**Collection entries:**

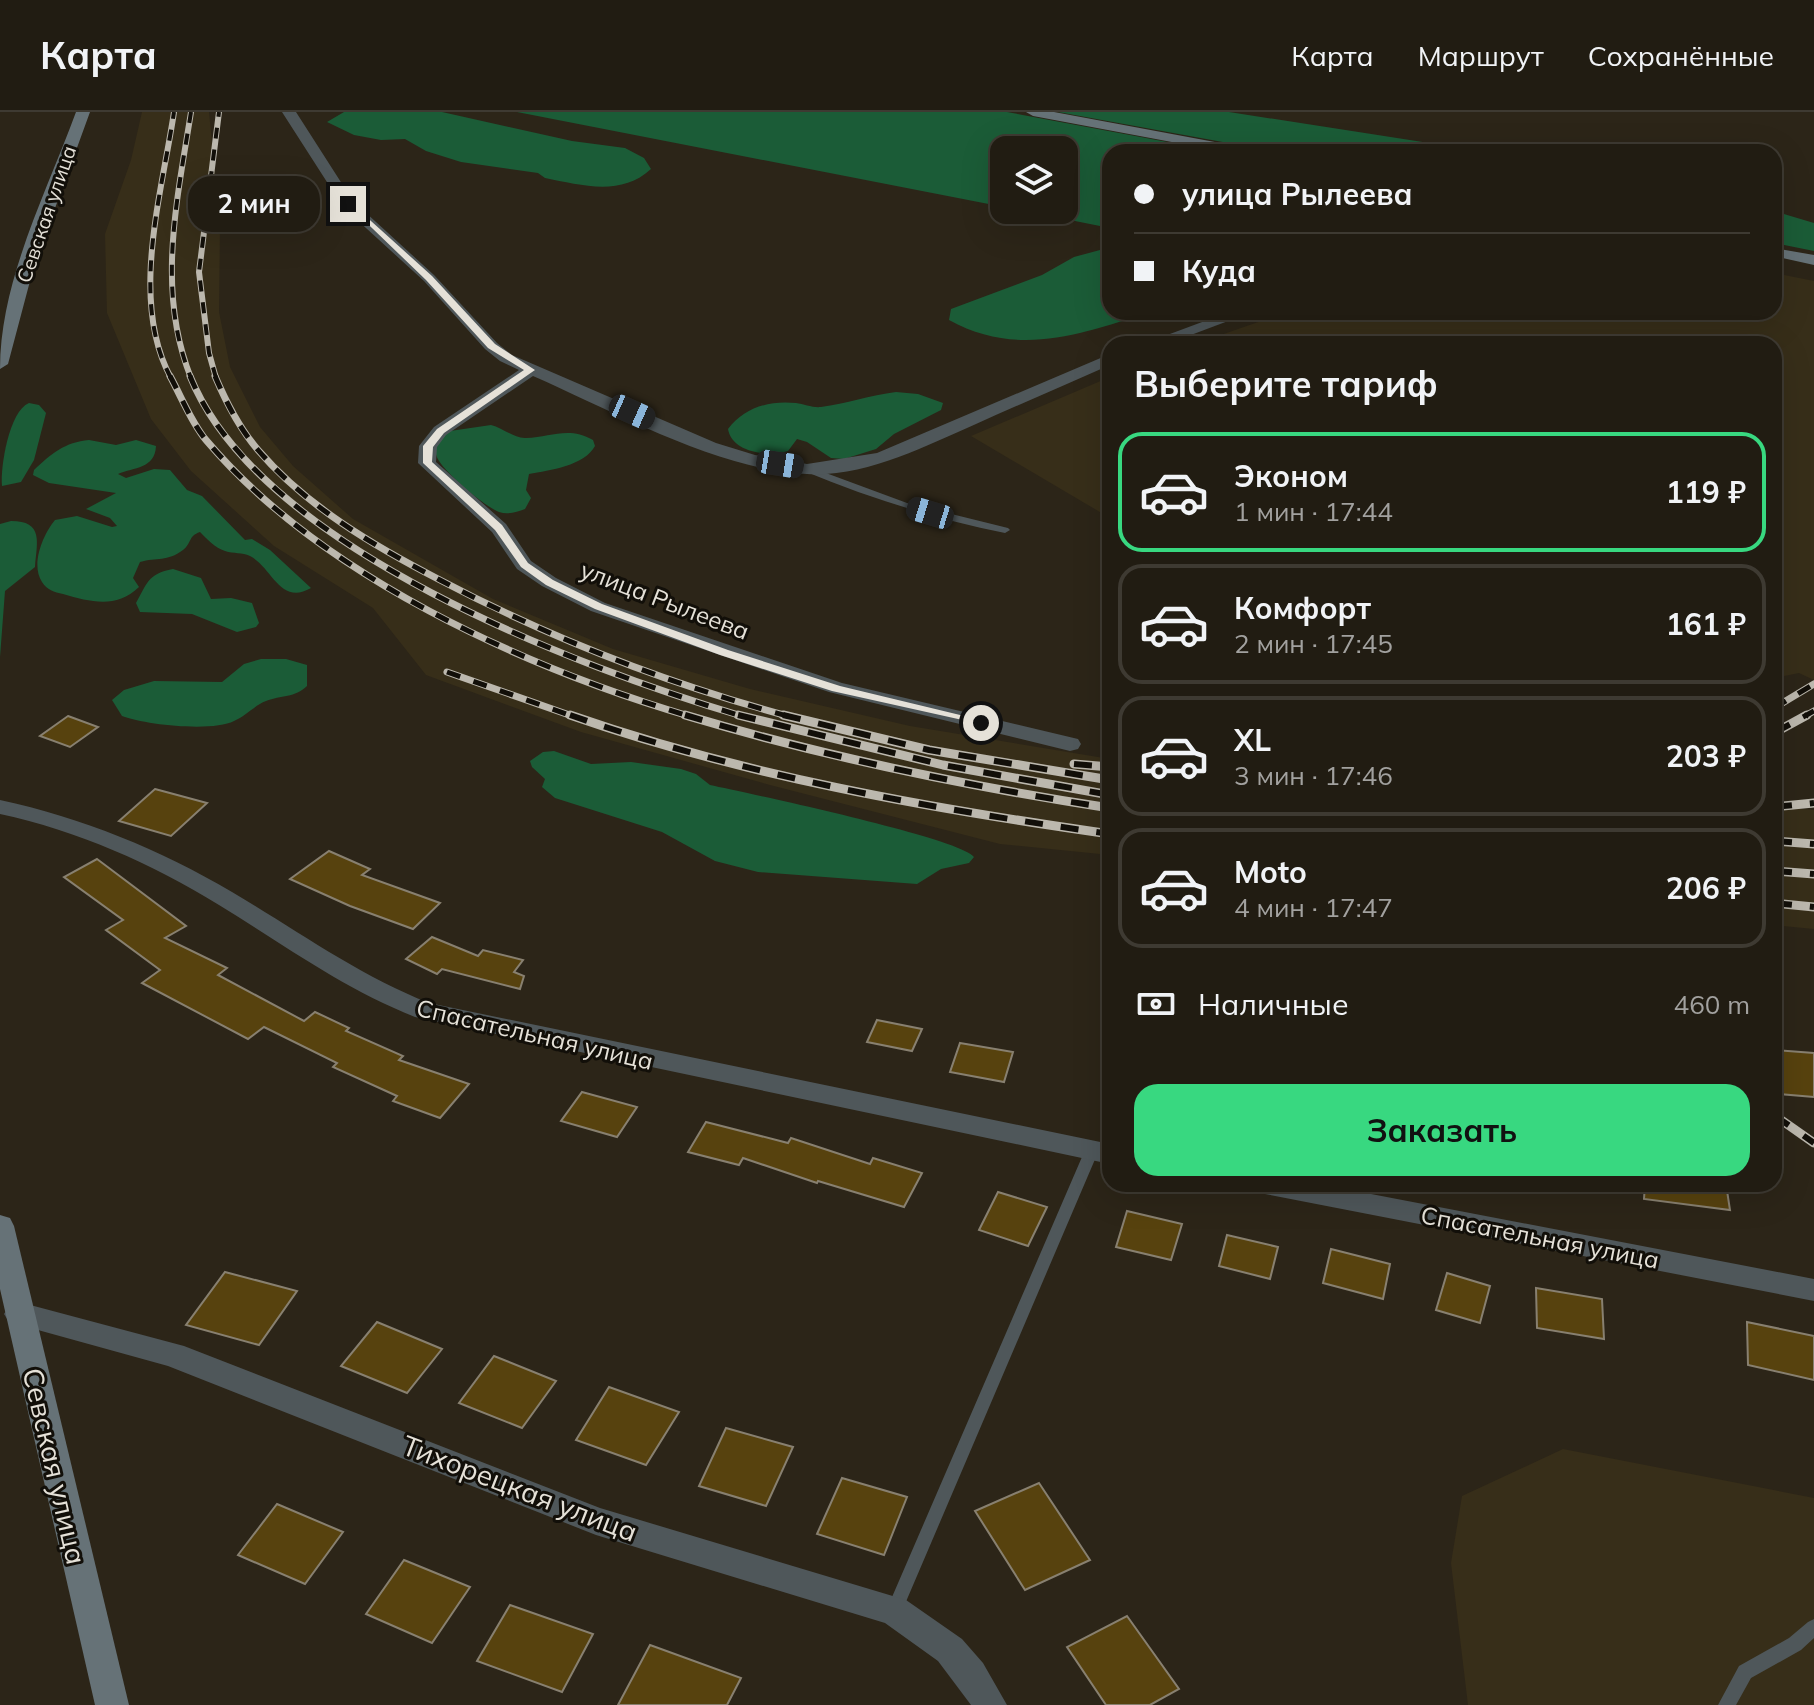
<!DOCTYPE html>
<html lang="ru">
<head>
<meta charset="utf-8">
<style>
	body { margin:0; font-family:Mulish,sans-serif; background:#2d2920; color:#f1f3f6; height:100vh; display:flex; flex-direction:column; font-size:30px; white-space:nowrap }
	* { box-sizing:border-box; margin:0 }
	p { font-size:26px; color:#a2a19f }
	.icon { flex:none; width:44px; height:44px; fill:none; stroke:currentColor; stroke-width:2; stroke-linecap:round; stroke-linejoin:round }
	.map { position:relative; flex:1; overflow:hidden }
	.details { position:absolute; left:1102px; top:224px; width:680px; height:856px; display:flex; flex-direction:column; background:#211c12; border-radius:24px; box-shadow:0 8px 32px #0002,0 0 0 2px #3e3a32 }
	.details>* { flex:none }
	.top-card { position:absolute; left:1102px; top:32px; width:680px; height:176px; border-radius:24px; box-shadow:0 8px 32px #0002,0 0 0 2px #3e3a32; display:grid; align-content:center; height:176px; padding:0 32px; background:#211c12 }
	.controls { position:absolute; left:990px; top:24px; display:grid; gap:16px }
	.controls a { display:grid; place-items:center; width:88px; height:88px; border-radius:16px; background:#211c12; box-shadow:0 8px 32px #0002,0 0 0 2px #3e3a32; font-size:40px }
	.end { position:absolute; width:36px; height:36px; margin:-18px; border:10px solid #e5e1d8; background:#111; box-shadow:0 0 0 4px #111 }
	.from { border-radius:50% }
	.bubble { position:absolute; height:56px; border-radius:24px; background:#211c12; box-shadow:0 8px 32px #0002,0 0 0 2px #3e3a32; font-size:26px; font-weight:700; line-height:56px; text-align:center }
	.car { position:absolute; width:24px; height:48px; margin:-24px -12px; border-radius:10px; box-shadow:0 0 6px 2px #0007; background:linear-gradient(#222 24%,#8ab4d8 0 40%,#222 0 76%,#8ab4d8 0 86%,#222 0) }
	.top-card b { display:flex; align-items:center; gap:28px; height:76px; font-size:30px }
	.top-card b+b { border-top:2px solid #3e3a32 }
	.top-card i { width:20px; height:20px; background:#f1f3f6 }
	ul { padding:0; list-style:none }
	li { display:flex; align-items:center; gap:24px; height:120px; margin:0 16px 12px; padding:0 16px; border:4px solid #3e3a32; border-radius:24px }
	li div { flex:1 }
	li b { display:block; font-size:30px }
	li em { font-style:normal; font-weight:700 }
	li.active { border-color:#38d880 }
	li>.icon { width:72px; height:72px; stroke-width:1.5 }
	h2 { padding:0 32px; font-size:36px; line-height:96px }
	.pay { display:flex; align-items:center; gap:20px; height:88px; padding:0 32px; font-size:30px }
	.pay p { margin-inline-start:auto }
	.action { display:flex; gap:16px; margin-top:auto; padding:16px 32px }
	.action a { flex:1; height:92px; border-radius:24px; background:#38d880; color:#111; font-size:32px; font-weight:700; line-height:92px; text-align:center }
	header { display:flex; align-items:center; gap:48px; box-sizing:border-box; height:112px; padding:0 40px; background:#211c12; border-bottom:2px solid #3e3a32 }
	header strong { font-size:38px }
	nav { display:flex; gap:44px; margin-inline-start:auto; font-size:28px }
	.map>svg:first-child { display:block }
	.built { fill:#372e19 }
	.forest { fill:#1b5c37 }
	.building { fill:#57420e; stroke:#888070; stroke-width:2 }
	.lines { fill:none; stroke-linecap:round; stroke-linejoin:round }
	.lane { fill:#4f575a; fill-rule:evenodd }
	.street { fill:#4f575a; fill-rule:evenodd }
	.secondary { fill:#667277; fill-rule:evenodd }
	.rail-far2-casing { stroke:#bcb8ae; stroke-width:6 }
	.rail-far1-casing { stroke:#bcb8ae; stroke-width:7 }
	.rail-casing { stroke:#bcb8ae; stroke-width:9 }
	.rail-far2 { stroke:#120f09; stroke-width:4; stroke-dasharray:11; stroke-linecap:butt }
	.rail-far1 { stroke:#120f09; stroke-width:5; stroke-dasharray:14; stroke-linecap:butt }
	.rail { stroke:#120f09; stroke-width:6; stroke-dasharray:18; stroke-linecap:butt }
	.route { fill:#e5e1d8 }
	.labels { text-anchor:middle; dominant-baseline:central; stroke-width:6; stroke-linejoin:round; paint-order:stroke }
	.far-street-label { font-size:20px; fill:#e5e1d8; stroke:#120f09 }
	.street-label { font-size:24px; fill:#e5e1d8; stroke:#120f09 }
	.near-street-label { font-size:28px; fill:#e5e1d8; stroke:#120f09 }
</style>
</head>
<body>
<header>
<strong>Карта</strong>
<nav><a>Карта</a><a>Маршрут</a><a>Сохранённые</a></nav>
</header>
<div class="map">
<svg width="1814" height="1593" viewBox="0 0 1814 1593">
	<rect width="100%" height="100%" fill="#2c2518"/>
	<!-- built -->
	<g class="built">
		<path d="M 142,0 L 209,0 L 220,113 L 219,200 L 230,255 L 260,315 L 293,354 L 353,407 L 493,487 L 613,537 L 750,577 L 910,614 L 1110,647 L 1110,743 L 1000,732 L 770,673 L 581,620 L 426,563 L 373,496 L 274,434 L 191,359 L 151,307 L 107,201 L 105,122 L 131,48 Z"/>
		<path d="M 1774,161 L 1814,169 L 1814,568 L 1799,561 L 1774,566 L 1774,232 L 1195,232 L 1287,200 L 1774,200 Z"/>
		<path d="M 1110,265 L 1110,406 L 971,324 Z"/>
		<path d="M 1774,695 L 1814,698 L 1814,817 L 1774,813 Z"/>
		<path d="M 1563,1337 L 1814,1386 L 1814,1593 L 1468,1593 L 1451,1451 L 1462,1384 Z"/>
	</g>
	<!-- forest -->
	<g class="forest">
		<path d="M 344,0 L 442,0 L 572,29 L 625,36 L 644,46 L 651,57 C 621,85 581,73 545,66 L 538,61 L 461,50 L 426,39 L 405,27 L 381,28 L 354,23 L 327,10 Z"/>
		<path d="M 517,0 L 1007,0 L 1221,40 L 1110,40 L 1110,116 L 1020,98 L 1064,98 L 1064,38 L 1004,38 L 1004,95 Z"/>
		<path d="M 1058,0 L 1229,0 L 1487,40 L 1278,40 Z"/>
		<path d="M 1774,99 L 1814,111 L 1814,139 L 1774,131 Z"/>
		<path d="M 1100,138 L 1110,138 L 1110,200 L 1151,200 C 1081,222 1018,246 949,208 L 951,197 L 1042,163 L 1074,145 Z"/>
		<path d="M 896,280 L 918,282 L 943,291 L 941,298 L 894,322 L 876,337 L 844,347 L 831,346 L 807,330 L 797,327 L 788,339 C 769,345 732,341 728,317 C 744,296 769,288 796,291 C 804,292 813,296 821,295 C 846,292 870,283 896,280 Z"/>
		<path d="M 29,291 L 39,293 L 46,301 L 34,348 L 21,370 L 2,374 C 0,356 9,299 29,291 Z"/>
		<path d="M 491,313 C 503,316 515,327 526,326 C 551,325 569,314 593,328 L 595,334 C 584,354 550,358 529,362 L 526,378 L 531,386 L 525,397 C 517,400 508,403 499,400 C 484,394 448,363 439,349 C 435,343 435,337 436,330 L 450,319 Z"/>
		<path d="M 89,328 L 116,333 L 136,328 L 156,334 C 155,357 134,355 118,362 L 126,366 L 154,357 L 170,358 L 187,378 L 202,384 L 245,428 L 252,427 L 270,438 L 311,476 C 280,494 272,455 250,444 C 242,440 234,442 225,439 C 215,436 207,427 200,420 C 188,424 192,431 183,438 C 167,450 157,445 140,450 L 133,466 L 139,475 C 116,497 91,490 63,482 C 54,480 47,478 42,470 C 30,452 44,421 55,408 L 77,404 L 112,415 L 117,414 L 110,406 L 86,397 L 116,381 L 49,371 L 33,363 L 34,358 C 51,342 65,330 89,328 Z"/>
		<path d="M 11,409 C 44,409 37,430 35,455 L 5,479 L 0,545 L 0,412 Z"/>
		<path d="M 173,457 L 201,466 L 211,487 L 231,486 L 252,491 L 259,511 L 256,515 L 237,520 L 192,502 L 140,500 L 136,491 C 147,472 147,462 173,457 Z"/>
		<path d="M 261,547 L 286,547 L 307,553 L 307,574 C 295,586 281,583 266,589 C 255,593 246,604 234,609 C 213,620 145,613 122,604 L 112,588 L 124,578 L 154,569 L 222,570 L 244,552 Z"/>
		<path d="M 554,639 L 591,652 L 631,650 L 681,657 L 696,662 L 710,673 C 747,681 960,726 974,745 L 969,751 L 941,757 L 917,772 L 758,760 L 715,749 L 662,720 L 555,686 L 542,675 L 545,667 L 532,655 L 530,649 L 543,640 Z"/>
	</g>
	<!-- building -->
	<g class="building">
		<path d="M 68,604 L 98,615 L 70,635 L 40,624 Z"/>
		<path d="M 155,677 L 207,691 L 171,724 L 119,709 Z"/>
		<path d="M 329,739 L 370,757 L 362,763 L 440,791 L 413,817 L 350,794 L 290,767 Z"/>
		<path d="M 97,747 L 186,814 L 165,826 L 227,856 L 218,863 L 304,909 L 315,900 L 349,916 L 346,919 L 403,944 L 399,948 L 469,972 L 440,1006 L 393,989 L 397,984 L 333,955 L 337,951 L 264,915 L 248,927 L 142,871 L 160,858 L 106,818 L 123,808 L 64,765 Z"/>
		<path d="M 432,825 L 478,844 L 483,838 L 523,848 L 514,860 L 524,864 L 520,877 L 442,857 L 437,862 L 406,847 Z"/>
		<path d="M 877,908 L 922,917 L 912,939 L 867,930 Z"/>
		<path d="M 960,931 L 1013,940 L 1004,970 L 950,960 Z"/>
		<path d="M 1774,938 L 1814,941 L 1814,985 L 1779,982 L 1774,965 Z"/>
		<path d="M 582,980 L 637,995 L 617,1025 L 561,1009 Z"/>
		<path d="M 706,1010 L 788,1031 L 791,1026 L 870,1052 L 873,1046 L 922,1061 L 904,1095 L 818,1069 L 817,1071 L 743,1046 L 739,1053 L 688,1040 Z"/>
		<path d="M 1645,1072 L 1726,1072 L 1730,1098 L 1644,1087 Z"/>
		<path d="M 998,1080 L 1047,1095 L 1028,1134 L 979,1118 Z"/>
		<path d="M 1127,1099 L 1182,1112 L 1171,1148 L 1116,1135 Z"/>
		<path d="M 1227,1123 L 1278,1135 L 1270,1167 L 1219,1154 Z"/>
		<path d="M 1331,1137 L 1390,1152 L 1383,1187 L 1323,1171 Z"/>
		<path d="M 225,1160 L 297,1179 L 259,1233 L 186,1213 Z"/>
		<path d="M 1447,1161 L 1490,1174 L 1480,1211 L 1436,1198 Z"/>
		<path d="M 1536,1176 L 1602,1187 L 1604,1227 L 1537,1216 Z"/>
		<path d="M 377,1210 L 442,1237 L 407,1281 L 341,1254 Z"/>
		<path d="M 1747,1210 L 1814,1224 L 1814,1268 L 1748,1253 Z"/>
		<path d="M 494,1244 L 556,1269 L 522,1316 L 459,1291 Z"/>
		<path d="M 609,1275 L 679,1300 L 646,1353 L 576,1328 Z"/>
		<path d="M 726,1316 L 793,1335 L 766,1394 L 699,1374 Z"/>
		<path d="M 842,1366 L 907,1385 L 884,1443 L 817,1422 Z"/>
		<path d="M 1039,1371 L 1090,1448 L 1025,1478 L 975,1399 Z"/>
		<path d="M 277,1392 L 343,1420 L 305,1472 L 238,1443 Z"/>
		<path d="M 404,1448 L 470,1475 L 432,1531 L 366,1502 Z"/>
		<path d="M 510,1493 L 593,1522 L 562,1580 L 477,1549 Z"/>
		<path d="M 1127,1504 L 1179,1577 L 1150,1593 L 1106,1593 L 1067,1535 Z"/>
		<path d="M 650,1533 L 741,1566 L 727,1593 L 618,1593 Z"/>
	</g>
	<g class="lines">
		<!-- lane -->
		<g class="lane">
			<path d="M 807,354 L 907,391 L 1008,416 L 1010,418 L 1005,421 C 936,407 869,386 804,359 L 804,355 Z"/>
			<path d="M 1092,1033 L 1097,1034 L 1099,1038 L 902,1499 L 900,1504 L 894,1507 L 888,1504 L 886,1499 L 1085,1038 L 1087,1034 Z"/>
			<path d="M 1814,1507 L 1814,1526 L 1801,1538 L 1751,1566 L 1736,1593 L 1718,1593 L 1739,1554 L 1789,1526 L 1808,1510 Z"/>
		</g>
		<!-- street -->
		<g class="street">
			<path d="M 282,0 L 296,0 L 353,89 L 434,163 L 497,231 L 512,243 L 716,331 L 755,343 L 807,352 L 877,341 L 1110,242 L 1110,253 C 1065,273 1020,292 976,312 C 923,335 867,365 807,362 C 718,358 615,300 533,264 L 446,323 L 437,335 L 436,350 L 506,412 L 531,449 L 556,466 L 605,491 L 842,571 L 1078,627 L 1081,632 L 1078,637 L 1070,639 L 829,580 L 591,499 L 542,474 L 517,457 L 492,420 L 418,351 L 419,334 L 434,315 L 519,258 L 500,249 L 485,237 L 424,169 L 343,95 Z"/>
			<path d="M 1229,200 L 1252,200 L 1167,232 L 1143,232 Z"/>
			<path d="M 0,688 C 83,706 159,737 232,780 C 298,819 358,863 429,891 L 1110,1032 L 1110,1052 L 415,905 C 344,877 284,833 219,793 C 151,751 78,719 0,702 Z"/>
			<path d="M 1251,1072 L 1319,1072 L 1814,1167 L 1814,1189 L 1265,1082 L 1255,1079 Z"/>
			<path d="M 19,1190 L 184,1234 L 600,1396 L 906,1488 L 962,1527 L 983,1551 L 1007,1593 L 971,1593 L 938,1549 L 885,1511 L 596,1423 L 168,1254 L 9,1210 L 4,1202 L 9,1194 Z"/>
		</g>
		<!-- secondary -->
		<g class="secondary">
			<path d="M 76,0 L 90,0 L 34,154 L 8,252 L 0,257 C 0,169 46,82 76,0 Z"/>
			<path d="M 1026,0 L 1054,0 L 1247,36 L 1254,40 L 1225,40 L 1033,4 Z"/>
			<path d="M 1774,136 L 1814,143 L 1814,153 L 1774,144 Z"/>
			<path d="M 0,1103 L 10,1106 L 14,1114 L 129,1593 L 95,1593 L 0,1177 Z"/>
		</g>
		<defs>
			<g id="rail-far2">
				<path d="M 191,0 C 177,89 156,179 191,266"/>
				<path d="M 171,266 C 129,189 162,81 174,0"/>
				<path d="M 216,266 L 209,241 L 199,160 L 219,0"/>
			</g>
			<g id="rail-far1">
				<path d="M 170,264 C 181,284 191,310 206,328 C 321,464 523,555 692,605"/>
				<path d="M 190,264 C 259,436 579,556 745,605"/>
				<path d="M 215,264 C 226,290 239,316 258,338 C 307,395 374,434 440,468 C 552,527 669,572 791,605"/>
				<path d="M 447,560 L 575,605"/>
				<path d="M 1774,596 L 1814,572"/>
				<path d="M 1803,605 L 1814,599"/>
			</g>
			<g id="rail">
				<path d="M 570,603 C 745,664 927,696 1110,722"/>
				<path d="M 685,603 C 825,645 966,674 1110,696"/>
				<path d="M 738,603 L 943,653 L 1110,683"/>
				<path d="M 783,603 L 929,638 L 1110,668"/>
				<path d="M 1774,621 L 1807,603"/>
				<path d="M 1074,652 L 1110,655"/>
				<path d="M 1774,695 L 1814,691"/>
				<path d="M 1774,729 L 1814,732"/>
				<path d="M 1774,759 L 1814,762"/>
				<path d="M 1774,791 L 1814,795"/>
				<path d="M 1774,1003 L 1814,1031"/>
			</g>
		</defs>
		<!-- rail-far2 casing -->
		<use href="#rail-far2" class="rail-far2-casing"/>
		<!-- rail-far1 casing -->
		<use href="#rail-far1" class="rail-far1-casing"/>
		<!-- rail casing -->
		<use href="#rail" class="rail-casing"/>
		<!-- rail-far2 -->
		<use href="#rail-far2" class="rail-far2"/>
		<!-- rail-far1 -->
		<use href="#rail-far1" class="rail-far1"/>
		<!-- rail -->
		<use href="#rail" class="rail"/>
	</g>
	<!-- route -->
	<path class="route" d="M 346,91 L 351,91 L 432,164 L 495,232 L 535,258 L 444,321 L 433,335 L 432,350 L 502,413 L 528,451 L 553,468 L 602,492 L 728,538 L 840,574 L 985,609 L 985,613 L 832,579 L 720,543 L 595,497 L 546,473 L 521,455 L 495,418 L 423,351 L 423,334 L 437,317 L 524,258 L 488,236 L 426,168 Z"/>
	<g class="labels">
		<!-- far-street labels -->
		<g class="far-street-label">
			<text transform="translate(46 102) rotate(-71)">Севская улица</text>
		</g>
		<!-- street labels -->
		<g class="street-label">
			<text transform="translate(665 488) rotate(21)">улица Рылеева</text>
			<text transform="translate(535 922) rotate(13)">Спасательная улица</text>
			<text transform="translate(1540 1125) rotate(11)">Спасательная улица</text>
		</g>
		<!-- near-street labels -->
		<g class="near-street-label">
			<text transform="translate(55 1354) rotate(77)">Севская улица</text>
			<text transform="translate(520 1376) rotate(21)">Тихорецкая улица</text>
		</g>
	</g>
</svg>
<div class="controls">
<a><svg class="icon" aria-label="layers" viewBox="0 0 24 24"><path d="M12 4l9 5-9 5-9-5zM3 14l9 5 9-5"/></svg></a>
</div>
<i class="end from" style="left:981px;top:611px"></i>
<i class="end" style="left:348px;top:92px"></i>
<div class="bubble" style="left:188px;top:64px;width:132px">2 мин</div>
<i class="car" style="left:632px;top:300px;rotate:114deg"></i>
<i class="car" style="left:780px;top:352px;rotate:99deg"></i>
<i class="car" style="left:930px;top:401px;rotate:287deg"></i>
<div class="top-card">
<b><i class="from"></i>улица Рылеева</b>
<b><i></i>Куда</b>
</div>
<section class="details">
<h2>Выберите тариф</h2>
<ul>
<li class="active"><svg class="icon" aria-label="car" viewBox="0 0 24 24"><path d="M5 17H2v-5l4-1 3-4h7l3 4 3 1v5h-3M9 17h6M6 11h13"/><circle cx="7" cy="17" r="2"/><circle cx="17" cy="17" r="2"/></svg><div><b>Эконом</b><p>1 мин · 17:44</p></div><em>119 ₽</em></li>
<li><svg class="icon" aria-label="car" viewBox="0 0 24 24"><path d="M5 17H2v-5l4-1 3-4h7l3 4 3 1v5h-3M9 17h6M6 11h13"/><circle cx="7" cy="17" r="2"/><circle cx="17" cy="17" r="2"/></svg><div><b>Комфорт</b><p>2 мин · 17:45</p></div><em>161 ₽</em></li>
<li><svg class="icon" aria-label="car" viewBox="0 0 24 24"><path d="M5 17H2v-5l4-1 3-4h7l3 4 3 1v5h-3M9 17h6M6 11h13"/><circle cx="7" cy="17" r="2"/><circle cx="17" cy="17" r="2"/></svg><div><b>XL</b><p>3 мин · 17:46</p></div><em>203 ₽</em></li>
<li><svg class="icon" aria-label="car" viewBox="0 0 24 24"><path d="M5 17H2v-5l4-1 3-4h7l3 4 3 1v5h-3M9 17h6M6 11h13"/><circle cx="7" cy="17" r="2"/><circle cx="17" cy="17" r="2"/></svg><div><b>Moto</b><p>4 мин · 17:47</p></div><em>206 ₽</em></li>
</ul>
<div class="pay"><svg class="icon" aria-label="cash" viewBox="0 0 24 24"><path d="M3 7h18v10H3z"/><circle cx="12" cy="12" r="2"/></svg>Наличные<p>460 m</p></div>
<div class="action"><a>Заказать</a></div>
</section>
</div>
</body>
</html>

**Your goal:** The lines to extract from the data above begin with the line containing "position:absolute; left:1102px; top:224px;" and end with the line containing "display:grid; place-items:center; width:88px;". Extract them exactly, including both.

**Response area:**
	.details { position:absolute; left:1102px; top:224px; width:680px; height:856px; display:flex; flex-direction:column; background:#211c12; border-radius:24px; box-shadow:0 8px 32px #0002,0 0 0 2px #3e3a32 }
	.details>* { flex:none }
	.top-card { position:absolute; left:1102px; top:32px; width:680px; height:176px; border-radius:24px; box-shadow:0 8px 32px #0002,0 0 0 2px #3e3a32; display:grid; align-content:center; height:176px; padding:0 32px; background:#211c12 }
	.controls { position:absolute; left:990px; top:24px; display:grid; gap:16px }
	.controls a { display:grid; place-items:center; width:88px; height:88px; border-radius:16px; background:#211c12; box-shadow:0 8px 32px #0002,0 0 0 2px #3e3a32; font-size:40px }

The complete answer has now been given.